?? DO NOT APPLY IF YOU DO NOT HAVE AN ACTIVE SECRET CLEARANCE ??

Information Systems Security Officer (ISSO)

SECURITY REQUIREMENT:

An active Secret clearance is REQUIRED for this position.

Location: Suitland, MD – Full-Time, Hybrid (2 Days On-Site / 3 Days Telework)

Salary Range: $120,000 – $125,000 annually

Who We Are

RCG is a fast-growing federal contracting firm proudly Certified™ as a Great Place to Work®. We are committed to fostering a culture of innovation, inclusion, and excellence. At RCG, we deliver technology and mission support services that help government agencies succeed. We are currently seeking an Information Assurance Engineer / Information Systems Security Officer (ISSO) to support our federal government customer in Suitland, MD. This role follows a hybrid schedule, requiring two (2) days on-site and three (3) days of telework each week.

**Due to the secure nature of this government agency, all candidates must be U.S. Citizens and able to successfully pass the required background investigation.**

The Opportunity

This role is ideal for a seasoned Information Assurance professional with strong experience supporting FISMA systems in a cloud-based environment. The ISSO will serve as a subject matter expert (SME), advising system development teams on security best practices, regulatory requirements, and compliance standards while supporting Security Assessment & Authorization (SA&A) activities for new and existing systems.
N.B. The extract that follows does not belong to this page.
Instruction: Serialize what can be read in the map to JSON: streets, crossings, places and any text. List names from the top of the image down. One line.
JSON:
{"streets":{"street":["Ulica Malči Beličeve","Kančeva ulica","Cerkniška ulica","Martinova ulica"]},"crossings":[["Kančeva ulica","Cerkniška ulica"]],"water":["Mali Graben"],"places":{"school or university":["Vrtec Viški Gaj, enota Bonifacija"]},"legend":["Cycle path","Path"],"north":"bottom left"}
The successful candidate will help maintain an appropriate security posture, manage security-related change requests, and support system authorization efforts across evolving threat landscapes.

What You’ll Do

• Serve as an Information Assurance SME for systems development projects in a cloud-based environment.
• Review proposed systems, networks, and software for potential security risks and advise on secure product selection and implementation.
• Define system scope and required level of detail for security plans and documentation.
• Manage and analyze Change Requests (CRs), assessing security impact and required updates to system posture.
• Provide Security Assessment & Authorization (SA&A) support for new and existing systems.
• Identify, develop, and maintain required security artifacts for authorization packages.
• Prepare and review System Security Plans (SSPs), including FIPS 199, FIPS 200, and E-Authentication documentation.
• Coordinate and participate in Security Test & Evaluation (ST&E) activities and review ST&E reports.
• Perform vulnerability assessment reviews and generate reports for System Owners and key stakeholders.
• Validate system hardening, patching, and compliance with applicable security requirements and checklists.
• Report status, findings, and risk posture to the Program Manager and Deputy Program Manager.

Required Qualifications

• Active Secret clearance (REQUIRED).
• U.S. Citizenship required.
• Bachelor’s degree in a technical field (e.g., Engineering, Computer Science) or 10 years of experience in IT systems engineering or IT security architecture.
• 6+ years of hands-on experience in information assurance or information security.
• Demonstrated ISSO experience supporting FISMA systems.
• Strong expertise in cloud architecture, cloud engineering, and cloud compliance.
• Ability to work in a hybrid environment (on-site and telework).
• Excellent interpersonal skills with demonstrated ability to collaborate across teams and organizations.
• Strong verbal and written communication skills in English.

Certifications (Required)

• CISSP or equivalent security certification

Desired (Not Required) Qualifications

• Experience supporting cloud systems in AWS environments.
• AWS Cloud Practitioner or Essential certification.
• Certificate of Cloud Knowledge (CCAK) Plus.
• Certified Cloud Security Professional (CCSP).

Physical Demands

The physical demands described here are representative of those required to successfully perform the essential functions of this role. Reasonable accommodations may be made to enable individuals with disabilities to perform these functions.

EEO Statement

RCG, Inc. does not discriminate against qualified individuals based on their status as protected veterans or individuals with disabilities and prohibits discrimination against all individuals based on race, color, religion, sex, sexual orientation/gender identity, or national origin.